All About Multiple Sclerosis

More MS news articles for June 2004

Low-dose naltrexone (LDN) as a treatment for multiple sclerosis

11 June 2004
Dr Alasdair Coles
Multiple Sclerosis Society

The use of low-dose naltrexone (LDN) as a treatment for multiple sclerosis has been widely publicised on the internet and is now attracting the attention of other media.

There has been no clinical trial of LDN in MS. So what do we know about it?


Naltrexone is licensed in the UK to help treat people who are addicted to opiates, such as heroin. It does this by blocking their actions in the brain and making the drugs less pleasurable. It is only prescribed in specialised clinics and is given in doses of 50 to 150mg a day for three days a week. There have been several hundred trials of naltrexone in various other forms of addiction including alcohol, cocaine and gambling. Advocates of its use in MS suggest it should be given at a much lower dose of 3 to 4.5 mg daily, hence the term low-dose naltrexone.

Why should naltrexone work in MS?

In laboratory experiments, naltrexone increases the proliferation of immune cells. In people with AIDS, naltrexone may help standard antiretroviral drugs boost the function of the immune system. Advocates say that this would be a good thing in multiple sclerosis. However, many neurologists disagree. The standard approach to the treatment of MS is to suppress the immune system because the disease is believed to be due to excessive and inappropriate immune activity.

Current use of LDN in MS

Some people with MS in the UK may have been prescribed LDN by their own GPs. Between 300 and 400 people with MS have bought the drug from a retired GP in Wales. But no-one is collecting information on its possible benefits and side-effects. A neurologist in Dublin has used LDN in a few people with MS and found it ineffective. However, the drug’s advocates say that the wrong formulation of LDN was used.

The retired GP does not see the patients to whom he prescribes and sells the drug. He does not record any of their medical details or seek confirmation that people asking for LDN have MS. Nor does he consult with their GP or neurologist. This falls short of the normal standards for prescribing a drug in this country, where most people would expect to see the prescribing doctor and trust there was liaison between the various doctors involved in their care. Attempts to rectify these shortcomings are currently taking place.

Naltrexone and beta interferon

Advocates of LDN suggest that it does not work when taken in conjunction with beta interferon. There is no scientific basis for this. It is very unwise to give up an approved licensed treatment, which is of proven value in MS and has been used by tens of thousands of people with the disease, in favour of a drug, which has been used by a few hundred people and for which there is no evidence of benefit.

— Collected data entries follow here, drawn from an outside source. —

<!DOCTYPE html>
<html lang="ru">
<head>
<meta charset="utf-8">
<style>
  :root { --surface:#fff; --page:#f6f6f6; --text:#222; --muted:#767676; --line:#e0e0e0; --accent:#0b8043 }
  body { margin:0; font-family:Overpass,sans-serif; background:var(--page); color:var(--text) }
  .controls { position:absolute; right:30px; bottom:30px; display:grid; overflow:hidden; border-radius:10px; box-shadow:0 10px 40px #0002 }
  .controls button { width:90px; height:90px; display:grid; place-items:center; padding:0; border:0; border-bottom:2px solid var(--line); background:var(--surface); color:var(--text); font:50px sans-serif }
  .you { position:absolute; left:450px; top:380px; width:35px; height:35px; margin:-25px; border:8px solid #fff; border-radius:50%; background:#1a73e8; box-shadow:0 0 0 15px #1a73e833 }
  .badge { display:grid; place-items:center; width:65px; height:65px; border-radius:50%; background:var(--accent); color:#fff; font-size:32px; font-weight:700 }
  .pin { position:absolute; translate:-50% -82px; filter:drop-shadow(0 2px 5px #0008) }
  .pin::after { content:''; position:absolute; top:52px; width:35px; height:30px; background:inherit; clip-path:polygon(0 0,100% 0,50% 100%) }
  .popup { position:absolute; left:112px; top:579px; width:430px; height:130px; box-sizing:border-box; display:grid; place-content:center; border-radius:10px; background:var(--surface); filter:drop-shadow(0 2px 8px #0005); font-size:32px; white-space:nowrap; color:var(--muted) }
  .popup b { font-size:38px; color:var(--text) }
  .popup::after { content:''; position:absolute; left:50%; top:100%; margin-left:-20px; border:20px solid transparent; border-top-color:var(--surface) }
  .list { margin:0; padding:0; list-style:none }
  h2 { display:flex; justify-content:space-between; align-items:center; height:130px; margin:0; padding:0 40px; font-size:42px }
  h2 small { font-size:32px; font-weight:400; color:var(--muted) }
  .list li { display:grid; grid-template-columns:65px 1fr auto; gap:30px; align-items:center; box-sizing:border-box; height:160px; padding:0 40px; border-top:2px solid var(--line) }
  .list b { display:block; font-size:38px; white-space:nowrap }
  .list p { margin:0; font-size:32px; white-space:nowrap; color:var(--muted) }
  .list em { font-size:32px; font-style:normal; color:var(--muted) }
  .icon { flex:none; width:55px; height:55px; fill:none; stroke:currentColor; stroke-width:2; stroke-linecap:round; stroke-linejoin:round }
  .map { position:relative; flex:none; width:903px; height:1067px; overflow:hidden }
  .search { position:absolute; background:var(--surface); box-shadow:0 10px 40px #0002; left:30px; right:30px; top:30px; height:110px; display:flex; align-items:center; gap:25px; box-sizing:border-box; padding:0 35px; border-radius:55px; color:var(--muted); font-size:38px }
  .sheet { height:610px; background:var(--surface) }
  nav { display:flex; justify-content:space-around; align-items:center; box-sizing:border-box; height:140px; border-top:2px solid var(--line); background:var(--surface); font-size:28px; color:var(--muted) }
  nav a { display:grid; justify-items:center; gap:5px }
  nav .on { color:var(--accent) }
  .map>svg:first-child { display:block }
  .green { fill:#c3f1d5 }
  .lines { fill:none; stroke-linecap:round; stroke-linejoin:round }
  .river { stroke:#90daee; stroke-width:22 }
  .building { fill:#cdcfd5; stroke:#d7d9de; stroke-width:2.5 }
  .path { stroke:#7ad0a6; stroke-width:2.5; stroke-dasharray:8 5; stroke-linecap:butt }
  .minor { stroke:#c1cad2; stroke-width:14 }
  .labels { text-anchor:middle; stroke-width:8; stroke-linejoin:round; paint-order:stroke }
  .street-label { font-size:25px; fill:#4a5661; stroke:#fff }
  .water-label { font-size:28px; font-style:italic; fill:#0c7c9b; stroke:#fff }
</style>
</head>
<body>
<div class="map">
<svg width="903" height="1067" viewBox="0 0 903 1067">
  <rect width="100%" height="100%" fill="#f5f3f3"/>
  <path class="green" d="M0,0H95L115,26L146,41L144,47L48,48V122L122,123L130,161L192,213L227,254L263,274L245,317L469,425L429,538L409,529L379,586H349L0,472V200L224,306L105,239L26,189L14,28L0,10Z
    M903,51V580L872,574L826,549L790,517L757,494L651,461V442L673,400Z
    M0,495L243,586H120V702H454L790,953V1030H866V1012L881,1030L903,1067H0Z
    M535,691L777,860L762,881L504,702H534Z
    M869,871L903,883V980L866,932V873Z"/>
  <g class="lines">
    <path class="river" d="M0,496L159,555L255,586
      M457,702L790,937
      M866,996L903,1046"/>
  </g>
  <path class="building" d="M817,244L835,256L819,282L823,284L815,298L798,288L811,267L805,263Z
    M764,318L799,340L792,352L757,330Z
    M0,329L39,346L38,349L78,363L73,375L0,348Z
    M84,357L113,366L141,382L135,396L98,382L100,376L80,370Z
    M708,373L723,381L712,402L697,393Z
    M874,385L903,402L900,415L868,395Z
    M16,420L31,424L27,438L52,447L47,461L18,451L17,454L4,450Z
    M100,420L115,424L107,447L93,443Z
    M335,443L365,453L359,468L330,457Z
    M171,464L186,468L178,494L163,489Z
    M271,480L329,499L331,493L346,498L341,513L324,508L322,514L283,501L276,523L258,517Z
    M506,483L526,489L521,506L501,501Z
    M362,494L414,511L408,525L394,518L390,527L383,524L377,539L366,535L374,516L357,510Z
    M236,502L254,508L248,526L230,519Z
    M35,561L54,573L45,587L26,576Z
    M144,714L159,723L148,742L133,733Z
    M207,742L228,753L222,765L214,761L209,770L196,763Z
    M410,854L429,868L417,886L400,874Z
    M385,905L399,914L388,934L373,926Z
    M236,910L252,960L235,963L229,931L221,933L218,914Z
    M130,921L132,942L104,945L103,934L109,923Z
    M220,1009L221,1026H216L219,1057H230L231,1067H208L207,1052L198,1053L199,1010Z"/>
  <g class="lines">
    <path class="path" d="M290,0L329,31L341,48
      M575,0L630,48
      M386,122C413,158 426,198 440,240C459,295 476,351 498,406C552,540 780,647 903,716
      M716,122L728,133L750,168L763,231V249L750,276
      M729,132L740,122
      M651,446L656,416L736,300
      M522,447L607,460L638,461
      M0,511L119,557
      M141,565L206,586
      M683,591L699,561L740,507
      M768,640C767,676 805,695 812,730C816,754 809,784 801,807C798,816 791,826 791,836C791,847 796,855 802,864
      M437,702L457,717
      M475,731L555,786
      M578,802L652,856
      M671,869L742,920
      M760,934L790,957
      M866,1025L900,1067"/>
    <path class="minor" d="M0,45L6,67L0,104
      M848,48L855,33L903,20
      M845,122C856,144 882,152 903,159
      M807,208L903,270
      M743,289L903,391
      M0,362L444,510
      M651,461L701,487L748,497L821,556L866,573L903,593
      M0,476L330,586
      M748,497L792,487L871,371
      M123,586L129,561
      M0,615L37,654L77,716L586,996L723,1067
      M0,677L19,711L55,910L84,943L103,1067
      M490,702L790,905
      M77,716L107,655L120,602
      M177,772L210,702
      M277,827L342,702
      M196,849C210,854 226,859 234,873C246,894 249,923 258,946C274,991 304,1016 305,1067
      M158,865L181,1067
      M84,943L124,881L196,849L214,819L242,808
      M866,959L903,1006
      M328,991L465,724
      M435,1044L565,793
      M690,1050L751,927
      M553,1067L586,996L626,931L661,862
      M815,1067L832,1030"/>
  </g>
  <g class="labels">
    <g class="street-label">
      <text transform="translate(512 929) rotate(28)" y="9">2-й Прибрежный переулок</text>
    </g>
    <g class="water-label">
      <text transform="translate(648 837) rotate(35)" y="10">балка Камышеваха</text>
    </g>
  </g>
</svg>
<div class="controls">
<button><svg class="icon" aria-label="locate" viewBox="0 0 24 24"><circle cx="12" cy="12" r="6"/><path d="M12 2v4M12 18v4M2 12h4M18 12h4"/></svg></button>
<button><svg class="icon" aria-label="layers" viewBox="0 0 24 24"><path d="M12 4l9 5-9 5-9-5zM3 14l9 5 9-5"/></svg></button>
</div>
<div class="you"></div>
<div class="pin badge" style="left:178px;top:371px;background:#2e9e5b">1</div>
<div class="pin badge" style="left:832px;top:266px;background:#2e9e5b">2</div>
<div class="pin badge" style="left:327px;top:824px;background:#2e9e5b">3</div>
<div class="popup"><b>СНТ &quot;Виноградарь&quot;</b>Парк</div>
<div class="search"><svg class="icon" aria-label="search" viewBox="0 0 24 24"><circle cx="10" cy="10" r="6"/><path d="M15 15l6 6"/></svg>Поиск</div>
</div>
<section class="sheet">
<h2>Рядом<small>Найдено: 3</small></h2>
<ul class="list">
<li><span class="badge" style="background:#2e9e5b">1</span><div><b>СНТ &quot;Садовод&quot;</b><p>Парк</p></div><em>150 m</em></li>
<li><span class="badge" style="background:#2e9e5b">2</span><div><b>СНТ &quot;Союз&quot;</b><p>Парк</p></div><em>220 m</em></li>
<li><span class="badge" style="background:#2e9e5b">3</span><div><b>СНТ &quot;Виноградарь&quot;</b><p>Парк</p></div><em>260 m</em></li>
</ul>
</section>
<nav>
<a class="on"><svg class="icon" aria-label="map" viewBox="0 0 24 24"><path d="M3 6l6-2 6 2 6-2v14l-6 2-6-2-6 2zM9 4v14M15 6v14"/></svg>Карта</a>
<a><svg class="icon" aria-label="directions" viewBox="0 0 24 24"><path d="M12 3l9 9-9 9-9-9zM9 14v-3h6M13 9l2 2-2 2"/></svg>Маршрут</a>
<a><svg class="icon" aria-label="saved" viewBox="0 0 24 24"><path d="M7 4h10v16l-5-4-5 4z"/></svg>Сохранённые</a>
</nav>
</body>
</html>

Should there be a trial of LDN in MS?

There are some striking stories about the beneficial effects of LDN for a few people with multiple sclerosis. Unfortunately, experience has repeatedly shown anecdotal evidence to be an unreliable way of gauging the true effect of a new drug in MS. The best test for LDN would be a clinical trial. However, we understand the drug’s manufacturers are not prepared to undertake one, and few neurologists would wish to conduct a trial of a drug, which boosts the immune system, when immue cells are already overactive. An alternative would be for the advocates of LDN to set up a study and resource it. There are many bodies in the UK to which people can apply for funds for clinical trials, including the MS Society. The Society would be happy to advise on drafting a grant application.


Dr. Coles is a Lecturer in Neuroimmunology and Consultant Neurologist at Addenbrookes Hospital, Cambridge and Hinchingbrooke Hospital, Cambridgeshire. Dr. Coles is an advisor to the MS Society on matters relating to academic and clinical research on MS.